A blog post on the Justin Thorp’s Oatmeal blog informs me that “all the major browsers are now doing something to support [WAI-ARIA]“. And I quickly find that the Paciello Group confirms IE 8’s support for ARIA: their blog posts describes the Microsoft’s announcement that “Internet Explorer 8 uses ARIA role, state, and property information to communicate with assistive technologies” as “amazing news in terms of WAI ARIA implementation!“.

And, as might be expected, the Firefox browser also supports ARIA (Accessibility Rich Internet Applications) – W3C WAI’s guideline for ensuring that richly interactive Web services which make use of technologies such as JavaScript to enhance their accessibility, usability and functionality can be used by a variety of client devices, including assistive technologies.

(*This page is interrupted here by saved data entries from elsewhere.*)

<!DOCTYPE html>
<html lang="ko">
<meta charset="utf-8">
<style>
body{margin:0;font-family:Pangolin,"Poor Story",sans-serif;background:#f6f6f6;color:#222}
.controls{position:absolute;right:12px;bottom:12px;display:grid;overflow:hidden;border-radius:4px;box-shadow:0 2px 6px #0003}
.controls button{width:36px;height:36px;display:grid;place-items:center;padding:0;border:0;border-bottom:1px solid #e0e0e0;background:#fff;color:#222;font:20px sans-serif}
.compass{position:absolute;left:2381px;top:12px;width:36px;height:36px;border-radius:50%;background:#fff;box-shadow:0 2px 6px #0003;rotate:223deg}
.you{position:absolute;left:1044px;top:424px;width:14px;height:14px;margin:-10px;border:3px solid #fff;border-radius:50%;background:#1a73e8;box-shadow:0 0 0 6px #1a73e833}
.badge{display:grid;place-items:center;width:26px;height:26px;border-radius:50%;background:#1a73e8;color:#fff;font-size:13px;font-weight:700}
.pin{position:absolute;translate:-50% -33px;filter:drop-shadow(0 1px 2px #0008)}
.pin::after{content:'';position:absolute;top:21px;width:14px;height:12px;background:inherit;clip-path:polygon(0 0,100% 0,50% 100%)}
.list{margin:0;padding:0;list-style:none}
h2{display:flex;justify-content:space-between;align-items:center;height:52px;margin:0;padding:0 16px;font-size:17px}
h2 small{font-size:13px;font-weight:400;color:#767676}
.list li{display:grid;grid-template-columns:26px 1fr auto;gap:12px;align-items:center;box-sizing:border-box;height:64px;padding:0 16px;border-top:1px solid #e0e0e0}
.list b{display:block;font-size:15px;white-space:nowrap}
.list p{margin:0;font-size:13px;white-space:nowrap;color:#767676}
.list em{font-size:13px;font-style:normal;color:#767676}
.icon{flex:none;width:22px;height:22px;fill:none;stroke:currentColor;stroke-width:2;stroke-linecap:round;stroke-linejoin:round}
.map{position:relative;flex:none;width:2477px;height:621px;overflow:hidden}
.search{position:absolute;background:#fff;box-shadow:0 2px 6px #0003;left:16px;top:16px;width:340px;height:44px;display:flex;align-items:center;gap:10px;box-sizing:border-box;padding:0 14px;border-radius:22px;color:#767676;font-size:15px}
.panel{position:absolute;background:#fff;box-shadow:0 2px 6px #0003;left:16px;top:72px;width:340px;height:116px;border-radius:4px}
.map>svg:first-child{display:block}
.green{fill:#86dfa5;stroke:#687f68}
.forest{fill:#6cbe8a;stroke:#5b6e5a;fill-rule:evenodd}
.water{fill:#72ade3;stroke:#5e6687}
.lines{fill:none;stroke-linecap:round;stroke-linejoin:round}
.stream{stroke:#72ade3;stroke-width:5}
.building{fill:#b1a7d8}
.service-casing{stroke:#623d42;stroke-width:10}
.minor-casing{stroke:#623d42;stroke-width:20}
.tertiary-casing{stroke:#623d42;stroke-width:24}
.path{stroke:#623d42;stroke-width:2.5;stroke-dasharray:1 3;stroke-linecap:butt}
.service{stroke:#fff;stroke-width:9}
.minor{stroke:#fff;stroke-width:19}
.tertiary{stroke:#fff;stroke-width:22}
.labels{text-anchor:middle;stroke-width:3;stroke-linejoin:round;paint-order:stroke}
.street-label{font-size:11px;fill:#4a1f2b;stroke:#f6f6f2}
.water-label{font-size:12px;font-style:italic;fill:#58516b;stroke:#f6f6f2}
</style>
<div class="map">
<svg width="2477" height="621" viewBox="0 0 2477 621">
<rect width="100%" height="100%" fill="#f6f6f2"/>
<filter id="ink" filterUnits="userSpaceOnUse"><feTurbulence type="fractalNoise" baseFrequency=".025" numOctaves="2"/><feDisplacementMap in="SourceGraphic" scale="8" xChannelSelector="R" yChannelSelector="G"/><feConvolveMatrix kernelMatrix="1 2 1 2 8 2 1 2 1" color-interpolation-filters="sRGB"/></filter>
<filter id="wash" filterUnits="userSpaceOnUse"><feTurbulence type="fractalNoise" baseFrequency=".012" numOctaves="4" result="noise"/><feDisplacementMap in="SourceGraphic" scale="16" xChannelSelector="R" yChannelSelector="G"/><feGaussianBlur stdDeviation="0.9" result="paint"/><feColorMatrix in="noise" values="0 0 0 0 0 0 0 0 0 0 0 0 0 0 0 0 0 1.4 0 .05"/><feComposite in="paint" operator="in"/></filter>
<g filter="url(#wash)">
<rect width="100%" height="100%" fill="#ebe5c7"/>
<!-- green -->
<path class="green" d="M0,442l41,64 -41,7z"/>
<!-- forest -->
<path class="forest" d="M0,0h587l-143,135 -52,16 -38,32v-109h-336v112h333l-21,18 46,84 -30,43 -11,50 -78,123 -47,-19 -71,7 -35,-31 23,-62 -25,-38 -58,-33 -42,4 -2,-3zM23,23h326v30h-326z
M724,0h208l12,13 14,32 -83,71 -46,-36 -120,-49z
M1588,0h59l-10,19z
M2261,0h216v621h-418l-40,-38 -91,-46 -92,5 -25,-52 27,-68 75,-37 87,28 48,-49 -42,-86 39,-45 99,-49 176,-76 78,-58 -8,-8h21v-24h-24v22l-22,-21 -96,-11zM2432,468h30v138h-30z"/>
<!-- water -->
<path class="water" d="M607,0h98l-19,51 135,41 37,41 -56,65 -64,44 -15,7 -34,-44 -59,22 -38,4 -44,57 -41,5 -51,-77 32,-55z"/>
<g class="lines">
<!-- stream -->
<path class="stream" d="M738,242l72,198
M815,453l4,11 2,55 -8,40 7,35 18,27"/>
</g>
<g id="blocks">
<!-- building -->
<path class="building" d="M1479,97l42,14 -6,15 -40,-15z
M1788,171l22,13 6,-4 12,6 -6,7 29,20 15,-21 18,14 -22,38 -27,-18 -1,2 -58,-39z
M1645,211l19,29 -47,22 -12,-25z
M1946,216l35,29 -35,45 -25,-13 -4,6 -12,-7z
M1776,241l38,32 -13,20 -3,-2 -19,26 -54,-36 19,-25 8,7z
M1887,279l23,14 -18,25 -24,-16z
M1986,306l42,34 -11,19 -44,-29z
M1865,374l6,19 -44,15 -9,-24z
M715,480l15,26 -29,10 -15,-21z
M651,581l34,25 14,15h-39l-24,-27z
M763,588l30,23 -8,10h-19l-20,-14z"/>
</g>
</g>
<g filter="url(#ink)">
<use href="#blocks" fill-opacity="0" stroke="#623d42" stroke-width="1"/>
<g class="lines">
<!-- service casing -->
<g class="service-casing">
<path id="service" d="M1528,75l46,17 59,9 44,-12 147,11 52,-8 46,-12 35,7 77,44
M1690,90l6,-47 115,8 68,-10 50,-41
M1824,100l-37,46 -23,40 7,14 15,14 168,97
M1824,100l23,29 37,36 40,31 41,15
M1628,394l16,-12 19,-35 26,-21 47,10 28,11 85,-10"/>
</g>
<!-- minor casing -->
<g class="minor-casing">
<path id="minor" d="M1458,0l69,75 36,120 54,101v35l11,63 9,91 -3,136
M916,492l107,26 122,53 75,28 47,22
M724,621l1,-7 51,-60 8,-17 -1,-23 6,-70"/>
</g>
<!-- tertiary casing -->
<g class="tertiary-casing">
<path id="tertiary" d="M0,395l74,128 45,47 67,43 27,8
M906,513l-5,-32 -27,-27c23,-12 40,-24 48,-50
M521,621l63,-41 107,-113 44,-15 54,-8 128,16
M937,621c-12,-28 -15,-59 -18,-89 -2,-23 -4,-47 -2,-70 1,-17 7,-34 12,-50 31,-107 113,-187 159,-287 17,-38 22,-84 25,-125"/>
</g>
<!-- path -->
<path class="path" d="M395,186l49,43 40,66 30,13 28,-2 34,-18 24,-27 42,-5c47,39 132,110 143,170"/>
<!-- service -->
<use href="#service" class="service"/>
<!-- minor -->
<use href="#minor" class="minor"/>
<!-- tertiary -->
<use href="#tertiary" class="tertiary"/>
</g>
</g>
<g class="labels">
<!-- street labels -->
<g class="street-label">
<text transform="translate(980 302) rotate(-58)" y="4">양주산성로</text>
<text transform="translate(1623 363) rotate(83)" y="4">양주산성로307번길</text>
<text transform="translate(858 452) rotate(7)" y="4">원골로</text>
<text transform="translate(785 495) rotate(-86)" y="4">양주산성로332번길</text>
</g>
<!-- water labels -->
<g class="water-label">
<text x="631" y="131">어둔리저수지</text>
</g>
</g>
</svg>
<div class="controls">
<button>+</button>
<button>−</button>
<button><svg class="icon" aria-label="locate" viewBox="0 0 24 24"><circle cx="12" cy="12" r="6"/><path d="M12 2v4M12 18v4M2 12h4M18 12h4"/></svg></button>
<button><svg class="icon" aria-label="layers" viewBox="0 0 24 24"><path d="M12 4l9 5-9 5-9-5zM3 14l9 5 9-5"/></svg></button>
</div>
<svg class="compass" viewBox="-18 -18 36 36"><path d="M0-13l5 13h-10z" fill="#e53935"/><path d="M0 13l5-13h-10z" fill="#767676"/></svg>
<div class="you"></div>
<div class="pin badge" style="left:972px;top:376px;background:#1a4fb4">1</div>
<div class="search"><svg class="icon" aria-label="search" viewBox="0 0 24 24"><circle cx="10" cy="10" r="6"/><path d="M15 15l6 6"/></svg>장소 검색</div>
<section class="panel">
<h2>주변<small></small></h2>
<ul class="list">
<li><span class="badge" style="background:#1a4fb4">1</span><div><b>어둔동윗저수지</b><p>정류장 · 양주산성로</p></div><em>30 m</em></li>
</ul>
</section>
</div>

The support for ARIA by mainstream browsers is clearly good news and, with the WCAG 2.0 guidelines now available as a Candidate Recommendation, it is now timely for institutions to begin planning how they will respond to these pleasing developments – especially for those in the educational sector who should be in the process of planning upgrades to their technlcal environment and corresponding policies, training, etc. during the summer vacation.

The simple response would be to suggest that institutions should migrate to the latest version of Firefox during the summer vacation (and note that the Firefox 3 Candidate Release was announced a few days ago). However when I suggested last year that Firefox was the researchers’ favourite application both Mark Sammons and Phil buy cheap zithromax online Wilson pointed out the difficulties of managing Firefox across the enterprise. And Mark has recently posted that the situation does not appear to have progressed significantly since then – indeed Mark, creator of the Firefox ADM enterprise administration tool in a post on The Firefox Enterprise Issue Hits the Media has argued that “the real problem with Firefox in the enterprise: Mozilla“.

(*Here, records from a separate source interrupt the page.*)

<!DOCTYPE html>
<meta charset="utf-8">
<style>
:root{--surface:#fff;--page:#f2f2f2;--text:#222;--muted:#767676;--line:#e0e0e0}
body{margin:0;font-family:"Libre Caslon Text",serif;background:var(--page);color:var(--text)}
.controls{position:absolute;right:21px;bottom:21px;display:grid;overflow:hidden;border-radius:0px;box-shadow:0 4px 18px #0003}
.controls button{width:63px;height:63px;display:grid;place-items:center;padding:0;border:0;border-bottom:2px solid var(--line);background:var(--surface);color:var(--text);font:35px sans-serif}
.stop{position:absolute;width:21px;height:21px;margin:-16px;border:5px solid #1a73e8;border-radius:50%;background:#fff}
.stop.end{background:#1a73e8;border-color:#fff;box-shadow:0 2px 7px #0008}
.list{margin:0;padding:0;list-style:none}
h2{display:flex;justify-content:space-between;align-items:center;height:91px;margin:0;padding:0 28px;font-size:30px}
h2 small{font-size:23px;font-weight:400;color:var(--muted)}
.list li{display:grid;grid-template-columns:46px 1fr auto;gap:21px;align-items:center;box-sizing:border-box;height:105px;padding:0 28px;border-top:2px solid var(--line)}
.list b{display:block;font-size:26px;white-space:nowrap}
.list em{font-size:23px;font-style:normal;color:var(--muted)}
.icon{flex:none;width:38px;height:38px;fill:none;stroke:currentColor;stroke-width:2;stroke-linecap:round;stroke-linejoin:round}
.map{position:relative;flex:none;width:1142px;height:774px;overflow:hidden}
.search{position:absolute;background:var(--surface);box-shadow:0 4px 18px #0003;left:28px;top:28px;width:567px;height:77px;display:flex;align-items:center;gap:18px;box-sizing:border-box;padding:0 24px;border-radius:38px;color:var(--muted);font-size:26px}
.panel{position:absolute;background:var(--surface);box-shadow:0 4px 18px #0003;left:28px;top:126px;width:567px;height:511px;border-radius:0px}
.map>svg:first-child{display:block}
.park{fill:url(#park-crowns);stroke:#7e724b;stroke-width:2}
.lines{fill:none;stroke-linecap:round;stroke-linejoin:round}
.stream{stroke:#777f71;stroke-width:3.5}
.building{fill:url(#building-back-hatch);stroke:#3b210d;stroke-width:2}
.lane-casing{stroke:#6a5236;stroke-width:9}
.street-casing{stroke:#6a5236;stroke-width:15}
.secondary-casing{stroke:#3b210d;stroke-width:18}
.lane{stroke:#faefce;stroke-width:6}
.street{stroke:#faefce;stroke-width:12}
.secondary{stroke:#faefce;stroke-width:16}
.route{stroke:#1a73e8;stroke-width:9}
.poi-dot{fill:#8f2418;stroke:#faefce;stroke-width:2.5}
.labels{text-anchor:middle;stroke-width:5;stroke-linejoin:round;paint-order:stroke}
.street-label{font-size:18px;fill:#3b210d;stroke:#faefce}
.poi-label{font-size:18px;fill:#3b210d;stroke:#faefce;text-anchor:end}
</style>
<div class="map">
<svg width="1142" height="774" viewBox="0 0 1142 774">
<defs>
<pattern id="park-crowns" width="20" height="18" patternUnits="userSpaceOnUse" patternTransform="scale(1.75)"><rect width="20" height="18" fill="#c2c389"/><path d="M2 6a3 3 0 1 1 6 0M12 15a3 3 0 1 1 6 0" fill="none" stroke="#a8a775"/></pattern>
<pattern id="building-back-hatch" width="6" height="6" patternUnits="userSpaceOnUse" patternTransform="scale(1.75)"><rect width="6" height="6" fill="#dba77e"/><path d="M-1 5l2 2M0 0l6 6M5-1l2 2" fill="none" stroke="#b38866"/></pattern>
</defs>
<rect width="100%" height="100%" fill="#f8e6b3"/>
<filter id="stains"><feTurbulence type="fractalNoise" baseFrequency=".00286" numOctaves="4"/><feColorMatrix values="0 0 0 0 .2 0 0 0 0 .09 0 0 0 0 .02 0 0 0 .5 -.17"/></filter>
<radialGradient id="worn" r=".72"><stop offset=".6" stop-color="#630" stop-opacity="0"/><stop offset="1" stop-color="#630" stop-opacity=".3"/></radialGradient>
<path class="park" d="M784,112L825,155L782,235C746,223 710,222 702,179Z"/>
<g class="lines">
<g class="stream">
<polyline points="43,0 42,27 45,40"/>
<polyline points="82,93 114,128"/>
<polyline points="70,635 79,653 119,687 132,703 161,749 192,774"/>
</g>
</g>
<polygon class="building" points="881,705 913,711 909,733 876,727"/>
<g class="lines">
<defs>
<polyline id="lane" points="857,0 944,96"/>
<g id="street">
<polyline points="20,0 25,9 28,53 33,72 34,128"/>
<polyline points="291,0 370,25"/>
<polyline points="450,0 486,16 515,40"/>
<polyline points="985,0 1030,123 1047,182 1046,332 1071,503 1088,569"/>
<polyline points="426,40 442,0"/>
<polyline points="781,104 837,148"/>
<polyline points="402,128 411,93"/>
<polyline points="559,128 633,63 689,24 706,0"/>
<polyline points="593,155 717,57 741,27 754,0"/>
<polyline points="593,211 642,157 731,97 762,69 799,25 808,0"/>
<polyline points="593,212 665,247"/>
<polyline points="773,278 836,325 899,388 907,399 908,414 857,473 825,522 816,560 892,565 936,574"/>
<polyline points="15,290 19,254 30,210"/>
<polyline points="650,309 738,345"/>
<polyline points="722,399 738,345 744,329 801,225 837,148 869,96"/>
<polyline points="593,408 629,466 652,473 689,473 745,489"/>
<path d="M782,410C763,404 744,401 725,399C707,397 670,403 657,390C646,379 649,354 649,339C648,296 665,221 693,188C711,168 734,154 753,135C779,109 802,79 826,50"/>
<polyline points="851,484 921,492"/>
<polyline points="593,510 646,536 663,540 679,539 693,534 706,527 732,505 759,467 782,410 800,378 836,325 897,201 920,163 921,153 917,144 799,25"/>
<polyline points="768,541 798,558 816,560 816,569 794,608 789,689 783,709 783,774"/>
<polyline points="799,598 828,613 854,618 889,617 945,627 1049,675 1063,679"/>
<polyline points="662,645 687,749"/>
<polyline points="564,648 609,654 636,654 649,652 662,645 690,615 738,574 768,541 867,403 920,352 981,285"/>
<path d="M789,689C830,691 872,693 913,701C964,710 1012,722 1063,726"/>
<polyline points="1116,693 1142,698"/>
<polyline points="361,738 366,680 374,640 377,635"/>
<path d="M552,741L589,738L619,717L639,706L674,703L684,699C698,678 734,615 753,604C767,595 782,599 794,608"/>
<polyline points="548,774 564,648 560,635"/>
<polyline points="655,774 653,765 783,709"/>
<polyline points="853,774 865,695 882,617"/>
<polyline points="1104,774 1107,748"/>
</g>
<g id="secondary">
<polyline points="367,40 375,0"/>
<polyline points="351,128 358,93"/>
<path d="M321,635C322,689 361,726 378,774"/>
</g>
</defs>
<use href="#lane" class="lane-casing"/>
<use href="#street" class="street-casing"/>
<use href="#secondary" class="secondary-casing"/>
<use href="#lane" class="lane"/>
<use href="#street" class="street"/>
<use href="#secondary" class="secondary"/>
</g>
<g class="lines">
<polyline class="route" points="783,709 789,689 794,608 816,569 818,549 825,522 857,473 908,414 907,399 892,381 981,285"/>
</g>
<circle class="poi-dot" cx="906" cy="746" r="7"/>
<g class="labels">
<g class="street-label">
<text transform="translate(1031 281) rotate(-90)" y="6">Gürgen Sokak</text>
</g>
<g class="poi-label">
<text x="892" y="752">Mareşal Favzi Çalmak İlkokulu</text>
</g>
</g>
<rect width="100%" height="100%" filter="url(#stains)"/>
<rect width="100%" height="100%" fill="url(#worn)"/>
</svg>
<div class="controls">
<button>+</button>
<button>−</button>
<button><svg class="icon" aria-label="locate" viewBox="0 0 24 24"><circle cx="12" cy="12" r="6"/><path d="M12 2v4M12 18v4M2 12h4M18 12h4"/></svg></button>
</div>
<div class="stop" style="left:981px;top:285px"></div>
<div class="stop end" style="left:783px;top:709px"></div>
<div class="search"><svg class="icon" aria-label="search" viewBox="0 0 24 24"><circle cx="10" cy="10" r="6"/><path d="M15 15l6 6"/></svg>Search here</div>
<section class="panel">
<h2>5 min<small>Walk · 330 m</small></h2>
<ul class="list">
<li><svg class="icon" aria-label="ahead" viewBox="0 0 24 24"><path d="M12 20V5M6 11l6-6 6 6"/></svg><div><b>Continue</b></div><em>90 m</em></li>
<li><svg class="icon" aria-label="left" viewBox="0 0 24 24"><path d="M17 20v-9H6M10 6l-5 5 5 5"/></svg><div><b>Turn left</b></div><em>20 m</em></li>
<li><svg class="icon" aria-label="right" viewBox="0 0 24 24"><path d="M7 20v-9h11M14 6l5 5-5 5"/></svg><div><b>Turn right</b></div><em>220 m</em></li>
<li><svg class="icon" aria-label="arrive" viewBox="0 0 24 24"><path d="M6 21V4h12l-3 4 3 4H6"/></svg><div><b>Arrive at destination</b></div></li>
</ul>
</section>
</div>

But if Mark is correct and organisations are likely to find it difficult to manage the deployment and maintenance of Firefox across the enterprise at least IE 8 (and, also, I should add, Opera) are available which have support for the ARIA guidelines.

We also know that institutions have regarded support for WAI WCAG guidelines as important with many institutions making policy statements regarding their support for the guidelines. But as WAI have also regarded the WCAG guidelines as just one of a set of guidelines which need to be implemented in order to ensure that resources are widely accessible, surely it is clear that institutions should also be supporting the UAAG guidelines and ensure that the browsers deployed across the organisation support these guidelines. And surely that means upgrading to the latest version of IE, Firefox or, possibly, Opera.

Or to put it another way, if you fail to do this is your institution likely to be in breach of accessibility legislation which requires organisations to take reasonable measures to ensure that people with disabilities aren’t discriminated against unfairly?